Pero la Iglesia no hubiera podido realizar el mayor robo de la historia sin cómplices. Franco les dio el poder inmatriculador en 1946. En 1978, aprobada la constitución, resultaba del todo inconstitucional que los obispos siguieran ejerciendo como fedatarios públicos e inscribiendo como si fueran registradores de la propiedad. Pese a eso, Aznar aumentó esas prerrogativas hasta que el propio PP, presionado por la opinión pública y viendo que ya tenían asegurado el botín, cambió la ley en 2015.
Fue el momento en que el PSOE podría haber sido coherente con sus protestas y presentar la demanda de inconstitucionalidad de la ley como se le solicitó, pero una vez más dobló la rodilla ante el dios del Gran Poder e impidió que esos privilegios pudieran ser declarados inconstitucionales. En consecuencia, generó una “amnistía registral” de todo lo inmatriculado, una indefensión jurídica para los pueblos y un escándalo que pasará a la Historia.
Ahora el PSOE, enfrentado a un disparate indefendible, ha hecho públicas las inmatriculaciones desde 1998, sabiendo que son muchas más desde 1978 y más aún desde 1946. Y con esa cara dura que sabe sacar en las grandes encrucijadas, nos vende la idea de que han abierto la puerta a la recuperación de esos bienes, como si fuera posible que los pueblos, la mayoría muy pequeños, presenten más de 70.000 demandas, sostengan la carga de la prueba y paguen pleitos hasta llegar a Europa, donde les dirán lo mismo que en el caso de Palencia: ha sido una “violación continuada y masiva” de derechos. ¿Qué parte de esa sentencia es la que no entiende el PSOE?
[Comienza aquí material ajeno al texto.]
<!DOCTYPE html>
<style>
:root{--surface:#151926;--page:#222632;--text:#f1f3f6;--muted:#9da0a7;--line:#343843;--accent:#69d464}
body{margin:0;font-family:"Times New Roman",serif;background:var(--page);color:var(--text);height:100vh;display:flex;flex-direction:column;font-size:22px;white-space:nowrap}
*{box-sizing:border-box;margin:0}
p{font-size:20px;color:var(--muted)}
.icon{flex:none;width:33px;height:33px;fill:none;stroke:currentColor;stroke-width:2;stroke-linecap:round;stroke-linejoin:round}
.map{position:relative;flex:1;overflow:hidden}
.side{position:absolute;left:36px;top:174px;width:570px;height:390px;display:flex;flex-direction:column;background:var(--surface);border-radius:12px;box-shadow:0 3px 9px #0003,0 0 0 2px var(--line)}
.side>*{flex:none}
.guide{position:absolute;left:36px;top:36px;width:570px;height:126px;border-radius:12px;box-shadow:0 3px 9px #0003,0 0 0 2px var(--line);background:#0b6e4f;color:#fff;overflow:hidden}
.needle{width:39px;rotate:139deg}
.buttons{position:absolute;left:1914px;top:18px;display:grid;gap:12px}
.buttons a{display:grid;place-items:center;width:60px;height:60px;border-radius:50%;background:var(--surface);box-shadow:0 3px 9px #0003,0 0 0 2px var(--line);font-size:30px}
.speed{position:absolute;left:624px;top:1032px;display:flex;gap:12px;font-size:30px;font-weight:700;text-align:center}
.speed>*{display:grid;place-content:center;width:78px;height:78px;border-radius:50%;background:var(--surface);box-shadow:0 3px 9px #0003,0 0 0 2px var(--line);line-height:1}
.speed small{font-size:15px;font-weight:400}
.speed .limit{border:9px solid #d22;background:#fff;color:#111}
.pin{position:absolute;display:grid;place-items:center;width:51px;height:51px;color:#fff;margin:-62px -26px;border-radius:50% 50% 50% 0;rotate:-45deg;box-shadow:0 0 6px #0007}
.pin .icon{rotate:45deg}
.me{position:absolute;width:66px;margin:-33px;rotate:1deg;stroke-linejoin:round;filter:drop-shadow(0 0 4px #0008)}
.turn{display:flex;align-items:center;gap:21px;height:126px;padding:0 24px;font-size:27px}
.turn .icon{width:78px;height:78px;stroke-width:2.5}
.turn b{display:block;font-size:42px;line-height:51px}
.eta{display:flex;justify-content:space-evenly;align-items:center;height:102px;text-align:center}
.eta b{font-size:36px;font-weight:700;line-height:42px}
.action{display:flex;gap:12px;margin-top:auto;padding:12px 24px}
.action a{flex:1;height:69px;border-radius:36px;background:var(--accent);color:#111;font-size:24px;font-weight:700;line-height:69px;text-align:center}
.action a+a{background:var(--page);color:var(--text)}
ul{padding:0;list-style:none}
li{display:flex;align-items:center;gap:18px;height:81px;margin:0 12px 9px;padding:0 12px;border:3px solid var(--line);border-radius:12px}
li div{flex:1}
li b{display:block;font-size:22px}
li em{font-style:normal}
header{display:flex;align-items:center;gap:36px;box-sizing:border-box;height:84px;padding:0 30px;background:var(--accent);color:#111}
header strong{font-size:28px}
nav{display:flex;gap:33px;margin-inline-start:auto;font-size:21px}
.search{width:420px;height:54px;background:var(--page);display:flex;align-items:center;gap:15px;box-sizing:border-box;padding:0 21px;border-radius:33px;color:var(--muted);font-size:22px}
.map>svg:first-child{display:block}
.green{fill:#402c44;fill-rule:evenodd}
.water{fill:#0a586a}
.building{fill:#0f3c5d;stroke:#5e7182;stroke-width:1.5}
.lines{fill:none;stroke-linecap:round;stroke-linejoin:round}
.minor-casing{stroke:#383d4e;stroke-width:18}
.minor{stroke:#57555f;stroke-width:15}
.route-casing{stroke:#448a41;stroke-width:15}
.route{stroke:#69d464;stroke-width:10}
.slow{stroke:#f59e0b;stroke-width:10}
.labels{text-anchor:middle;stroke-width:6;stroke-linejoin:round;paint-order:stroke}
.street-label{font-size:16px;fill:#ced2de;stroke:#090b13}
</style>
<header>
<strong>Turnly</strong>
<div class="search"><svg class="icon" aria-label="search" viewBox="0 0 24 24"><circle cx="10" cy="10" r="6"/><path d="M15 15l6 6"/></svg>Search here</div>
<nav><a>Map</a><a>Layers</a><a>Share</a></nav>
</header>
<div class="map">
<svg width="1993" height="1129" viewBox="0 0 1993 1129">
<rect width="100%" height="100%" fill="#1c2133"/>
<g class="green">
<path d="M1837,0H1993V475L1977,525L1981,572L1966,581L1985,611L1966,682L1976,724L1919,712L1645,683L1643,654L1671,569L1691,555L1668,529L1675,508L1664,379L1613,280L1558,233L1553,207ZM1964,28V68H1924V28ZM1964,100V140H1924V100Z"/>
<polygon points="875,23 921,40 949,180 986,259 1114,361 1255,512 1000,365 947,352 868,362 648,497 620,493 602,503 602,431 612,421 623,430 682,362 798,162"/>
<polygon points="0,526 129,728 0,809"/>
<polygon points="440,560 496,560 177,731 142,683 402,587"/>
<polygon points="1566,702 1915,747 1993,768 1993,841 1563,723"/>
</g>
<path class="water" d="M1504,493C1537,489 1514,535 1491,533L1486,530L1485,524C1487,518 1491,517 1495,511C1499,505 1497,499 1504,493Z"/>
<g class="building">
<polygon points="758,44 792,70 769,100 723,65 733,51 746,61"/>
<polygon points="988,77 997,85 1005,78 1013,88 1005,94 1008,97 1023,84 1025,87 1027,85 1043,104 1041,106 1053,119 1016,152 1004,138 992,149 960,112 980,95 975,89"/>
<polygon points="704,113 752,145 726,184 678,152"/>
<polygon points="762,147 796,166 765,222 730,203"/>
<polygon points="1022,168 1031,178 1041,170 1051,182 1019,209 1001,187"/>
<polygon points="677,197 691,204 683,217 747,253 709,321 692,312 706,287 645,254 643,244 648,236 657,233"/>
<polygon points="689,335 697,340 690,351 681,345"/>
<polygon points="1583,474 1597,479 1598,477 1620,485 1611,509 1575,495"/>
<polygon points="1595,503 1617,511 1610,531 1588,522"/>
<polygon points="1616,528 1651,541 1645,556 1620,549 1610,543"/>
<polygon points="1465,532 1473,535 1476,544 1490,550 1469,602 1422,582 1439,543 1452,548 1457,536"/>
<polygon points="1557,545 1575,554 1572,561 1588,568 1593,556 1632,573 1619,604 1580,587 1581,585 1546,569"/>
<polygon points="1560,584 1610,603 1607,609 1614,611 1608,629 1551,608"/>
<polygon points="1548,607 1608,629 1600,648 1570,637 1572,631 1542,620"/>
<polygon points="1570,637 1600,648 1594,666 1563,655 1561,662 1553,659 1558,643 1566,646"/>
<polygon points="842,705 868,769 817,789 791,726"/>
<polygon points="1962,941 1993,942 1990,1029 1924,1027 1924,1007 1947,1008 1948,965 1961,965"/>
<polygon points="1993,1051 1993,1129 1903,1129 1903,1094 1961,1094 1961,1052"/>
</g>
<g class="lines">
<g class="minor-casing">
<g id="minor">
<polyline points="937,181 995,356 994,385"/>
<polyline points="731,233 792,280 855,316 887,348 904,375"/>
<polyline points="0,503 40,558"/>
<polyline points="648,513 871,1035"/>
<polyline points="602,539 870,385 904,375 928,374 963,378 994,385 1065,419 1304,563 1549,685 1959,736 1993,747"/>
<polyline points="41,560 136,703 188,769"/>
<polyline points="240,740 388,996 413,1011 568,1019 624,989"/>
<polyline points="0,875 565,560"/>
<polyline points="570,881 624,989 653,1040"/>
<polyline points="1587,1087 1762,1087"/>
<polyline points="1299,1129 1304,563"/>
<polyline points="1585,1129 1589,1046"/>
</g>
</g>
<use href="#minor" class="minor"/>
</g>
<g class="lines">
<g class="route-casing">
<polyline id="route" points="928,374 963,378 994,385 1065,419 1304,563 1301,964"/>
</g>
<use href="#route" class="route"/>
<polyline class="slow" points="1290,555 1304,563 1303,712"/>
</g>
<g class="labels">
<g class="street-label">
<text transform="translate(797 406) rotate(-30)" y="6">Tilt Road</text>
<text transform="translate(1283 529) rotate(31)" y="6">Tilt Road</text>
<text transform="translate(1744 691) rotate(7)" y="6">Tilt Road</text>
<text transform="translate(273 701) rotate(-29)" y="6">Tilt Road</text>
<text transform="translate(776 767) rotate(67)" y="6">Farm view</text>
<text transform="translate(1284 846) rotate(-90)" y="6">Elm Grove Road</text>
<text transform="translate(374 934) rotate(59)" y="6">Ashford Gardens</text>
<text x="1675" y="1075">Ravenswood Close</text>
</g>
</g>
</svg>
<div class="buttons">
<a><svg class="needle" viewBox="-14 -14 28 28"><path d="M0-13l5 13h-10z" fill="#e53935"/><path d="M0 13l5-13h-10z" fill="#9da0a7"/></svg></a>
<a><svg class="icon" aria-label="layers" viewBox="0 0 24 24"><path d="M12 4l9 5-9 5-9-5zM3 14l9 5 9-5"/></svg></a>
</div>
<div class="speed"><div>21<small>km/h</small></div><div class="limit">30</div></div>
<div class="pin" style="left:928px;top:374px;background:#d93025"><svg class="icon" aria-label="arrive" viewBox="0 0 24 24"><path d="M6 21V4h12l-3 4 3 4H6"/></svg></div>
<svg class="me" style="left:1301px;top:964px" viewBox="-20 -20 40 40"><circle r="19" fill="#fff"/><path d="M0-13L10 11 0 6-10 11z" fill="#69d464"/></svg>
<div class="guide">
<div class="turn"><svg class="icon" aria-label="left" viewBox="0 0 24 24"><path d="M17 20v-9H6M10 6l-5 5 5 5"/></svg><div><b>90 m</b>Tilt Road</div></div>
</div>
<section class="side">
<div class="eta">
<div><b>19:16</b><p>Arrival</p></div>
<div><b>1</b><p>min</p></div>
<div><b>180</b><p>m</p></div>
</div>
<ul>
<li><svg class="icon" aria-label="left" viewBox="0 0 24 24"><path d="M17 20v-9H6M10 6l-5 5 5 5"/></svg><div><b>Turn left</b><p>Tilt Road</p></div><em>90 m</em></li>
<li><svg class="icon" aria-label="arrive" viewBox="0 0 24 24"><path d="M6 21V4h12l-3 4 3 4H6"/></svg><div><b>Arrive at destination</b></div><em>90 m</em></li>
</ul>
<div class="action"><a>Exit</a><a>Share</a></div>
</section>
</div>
Este Gobierno puede y debe declarar la inconstitucionalidad de todas las inmatriculaciones hechas a partir de 1978 y cancelar de oficio los asientos practicados con certificación eclesiástica, por ser, amén de inmorales, nulos de pleno derecho. Eso sí, la jerarquía católica mantendría intacto su derecho a registrar aquellos bienes cuya titularidad pueda demostrar por los medios establecidos a tal fin, sin privilegio alguno. Como Dios manda.
Mientras, hay armas persuasivas que deben empezar a utilizar los pueblos: presentar expedientes de ruina, con sus consiguientes procedimientos sancionadores, para millares de iglesias que se están cayendo, y que los obispos no piensan arreglar, a la espera de que lo sigan haciendo –hace falta cara– sus antiguos y verdaderos dueños. Llevamos catorce años, pero esto no ha hecho más que empezar.